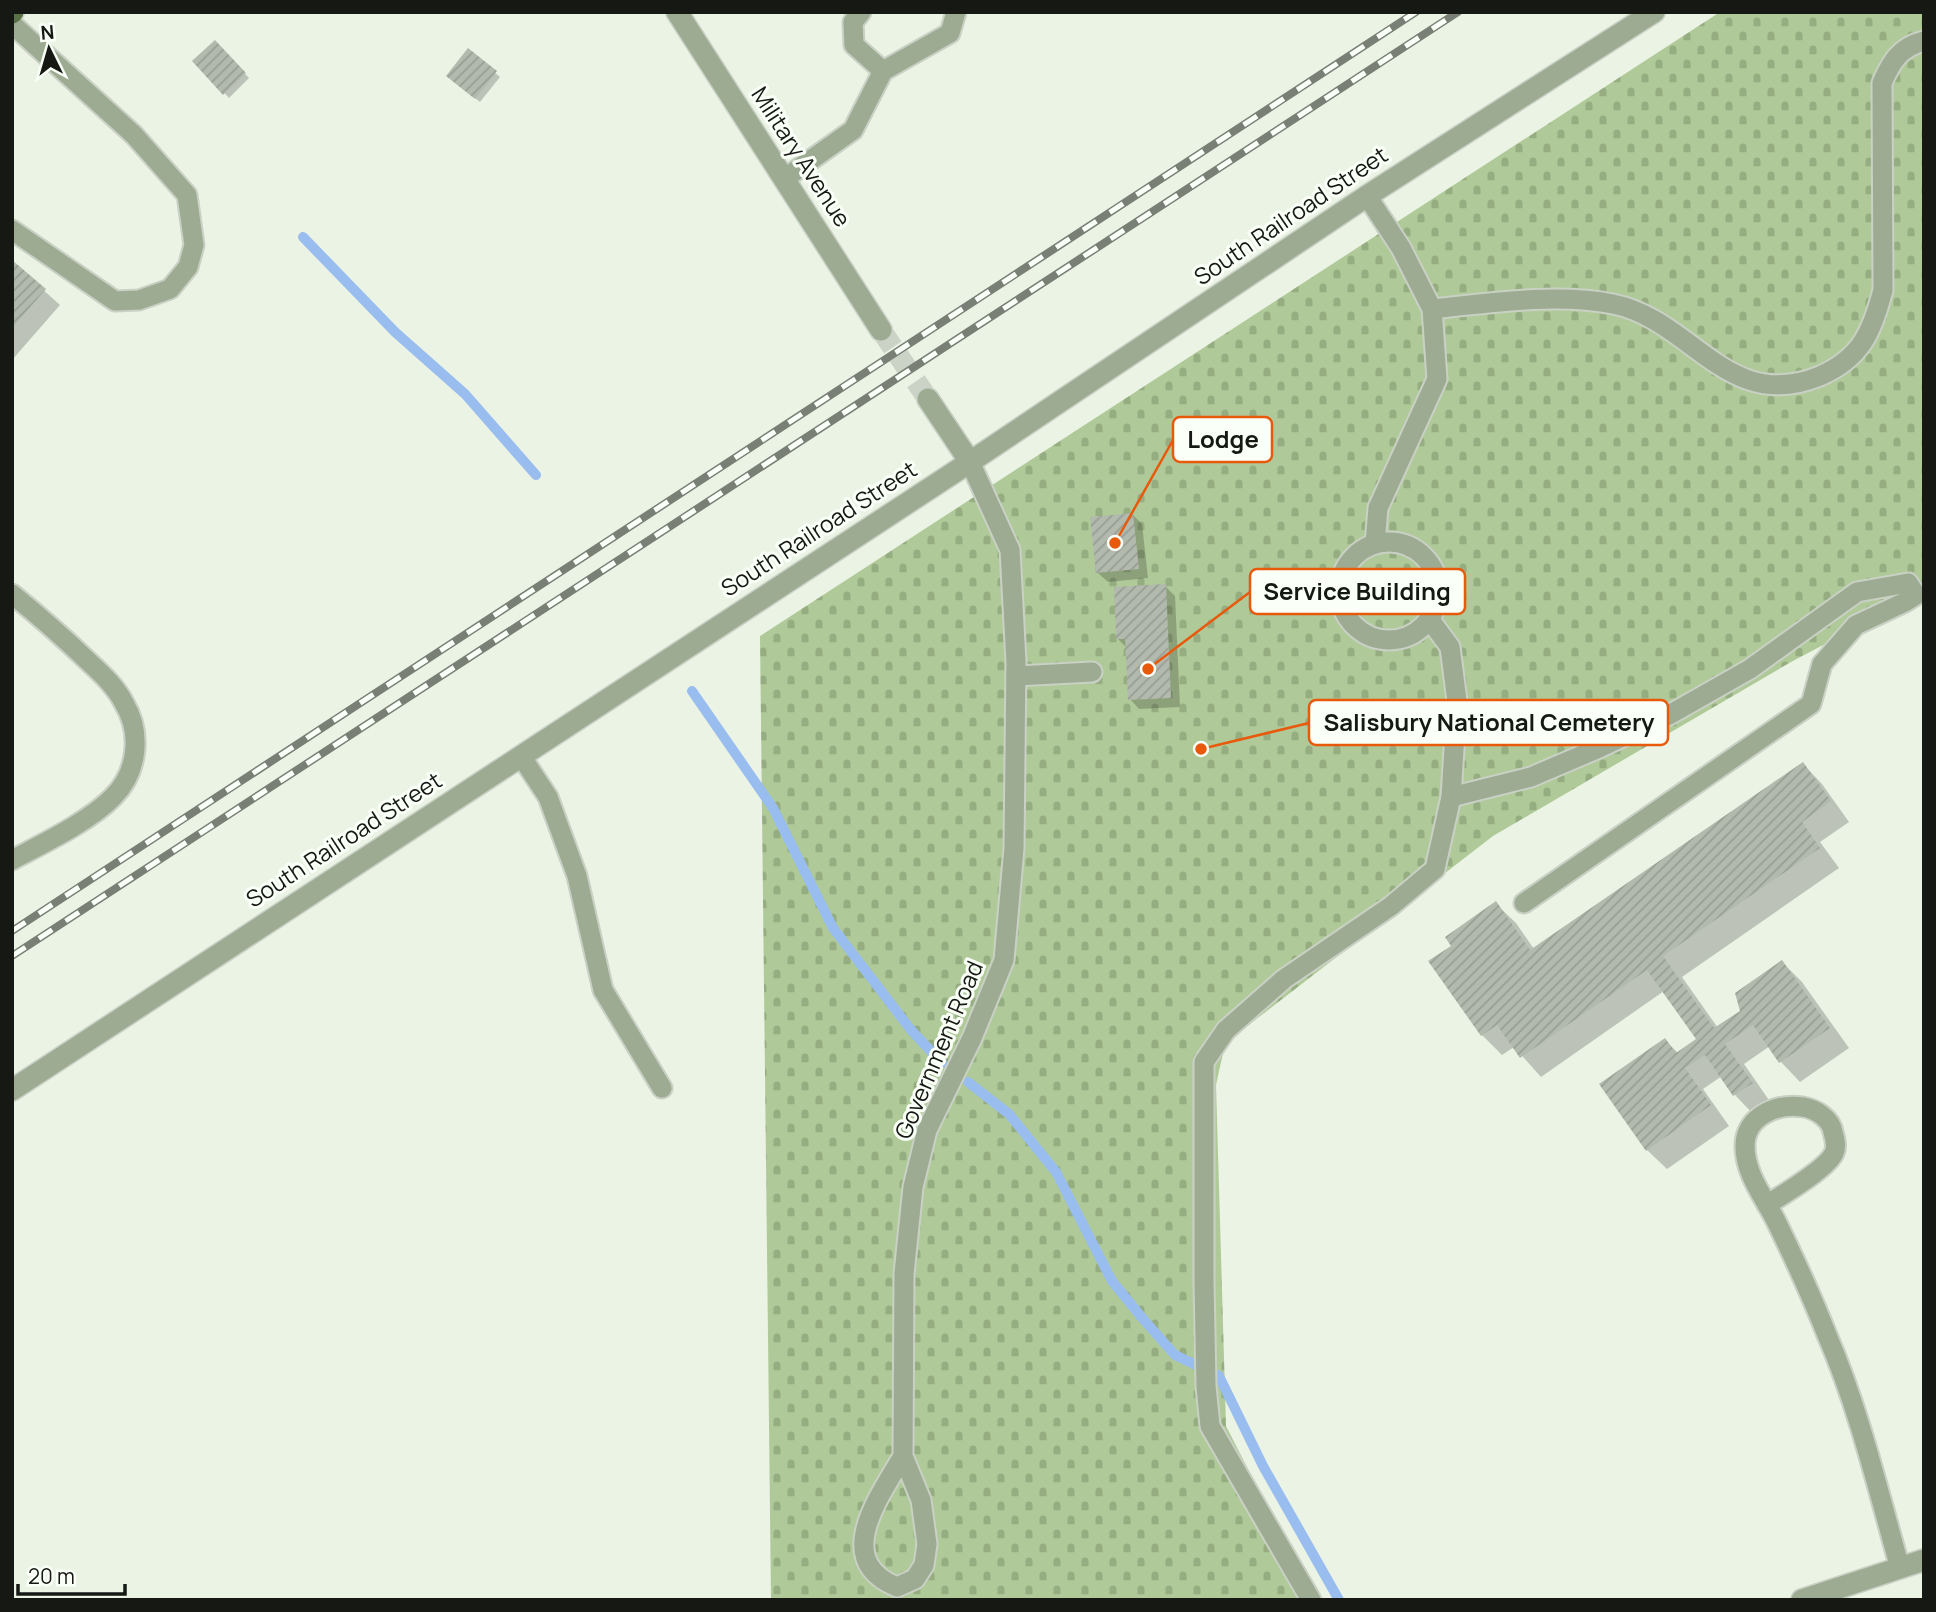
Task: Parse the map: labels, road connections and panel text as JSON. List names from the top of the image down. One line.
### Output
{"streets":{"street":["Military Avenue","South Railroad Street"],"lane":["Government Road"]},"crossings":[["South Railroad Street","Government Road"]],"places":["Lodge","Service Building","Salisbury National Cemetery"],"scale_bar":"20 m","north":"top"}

.....

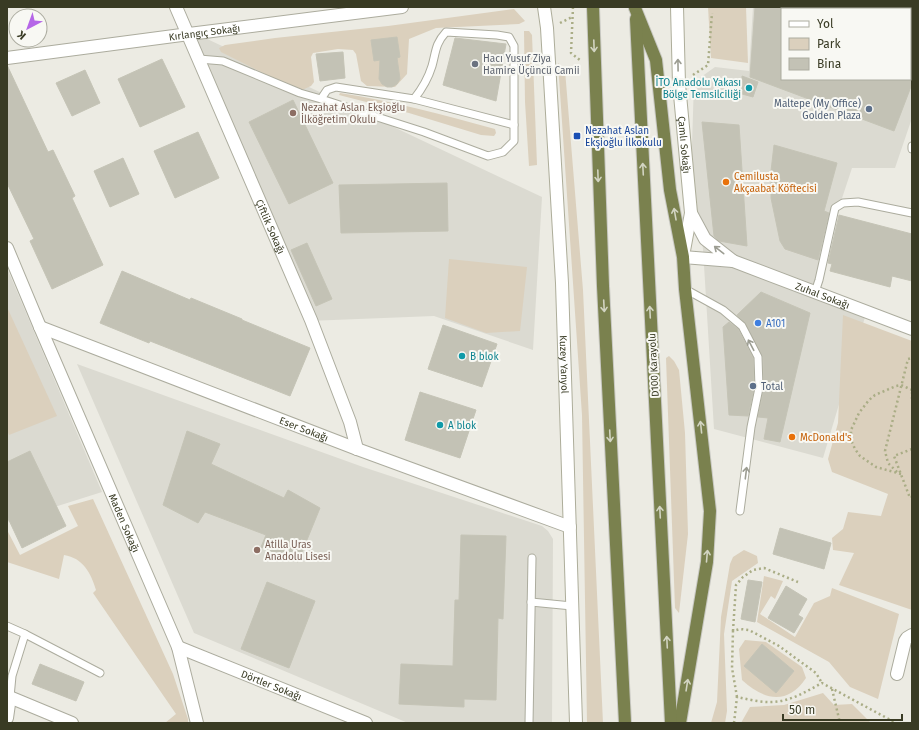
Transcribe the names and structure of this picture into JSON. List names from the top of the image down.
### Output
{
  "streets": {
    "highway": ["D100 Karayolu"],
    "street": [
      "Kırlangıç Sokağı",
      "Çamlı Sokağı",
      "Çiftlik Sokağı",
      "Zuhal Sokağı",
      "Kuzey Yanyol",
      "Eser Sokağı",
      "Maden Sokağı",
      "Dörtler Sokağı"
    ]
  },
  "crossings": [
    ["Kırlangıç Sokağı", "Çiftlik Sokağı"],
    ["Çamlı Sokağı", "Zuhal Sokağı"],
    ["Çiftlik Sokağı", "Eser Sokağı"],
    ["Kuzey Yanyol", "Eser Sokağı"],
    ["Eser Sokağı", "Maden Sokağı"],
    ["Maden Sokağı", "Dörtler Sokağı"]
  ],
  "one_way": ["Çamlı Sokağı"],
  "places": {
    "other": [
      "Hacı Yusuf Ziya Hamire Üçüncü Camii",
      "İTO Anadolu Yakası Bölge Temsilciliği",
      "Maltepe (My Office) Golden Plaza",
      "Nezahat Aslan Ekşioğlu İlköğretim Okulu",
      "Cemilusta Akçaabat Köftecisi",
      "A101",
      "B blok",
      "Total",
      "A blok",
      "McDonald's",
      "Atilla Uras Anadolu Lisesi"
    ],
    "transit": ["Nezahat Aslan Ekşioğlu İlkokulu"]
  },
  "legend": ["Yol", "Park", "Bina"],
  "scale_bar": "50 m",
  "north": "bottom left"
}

.....

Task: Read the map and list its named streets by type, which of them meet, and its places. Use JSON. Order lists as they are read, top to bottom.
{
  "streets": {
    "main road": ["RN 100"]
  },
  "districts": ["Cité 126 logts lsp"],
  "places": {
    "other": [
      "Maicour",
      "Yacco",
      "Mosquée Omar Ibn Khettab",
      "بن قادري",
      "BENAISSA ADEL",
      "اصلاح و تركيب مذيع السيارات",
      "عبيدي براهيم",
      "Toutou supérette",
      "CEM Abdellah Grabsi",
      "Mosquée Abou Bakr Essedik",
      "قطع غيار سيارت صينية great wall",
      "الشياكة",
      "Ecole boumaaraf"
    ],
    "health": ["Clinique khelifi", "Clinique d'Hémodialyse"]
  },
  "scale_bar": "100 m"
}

.....

Establish how many lines of the material above hold the word "down". Nothing but the count should be returned.

**Response area:** 2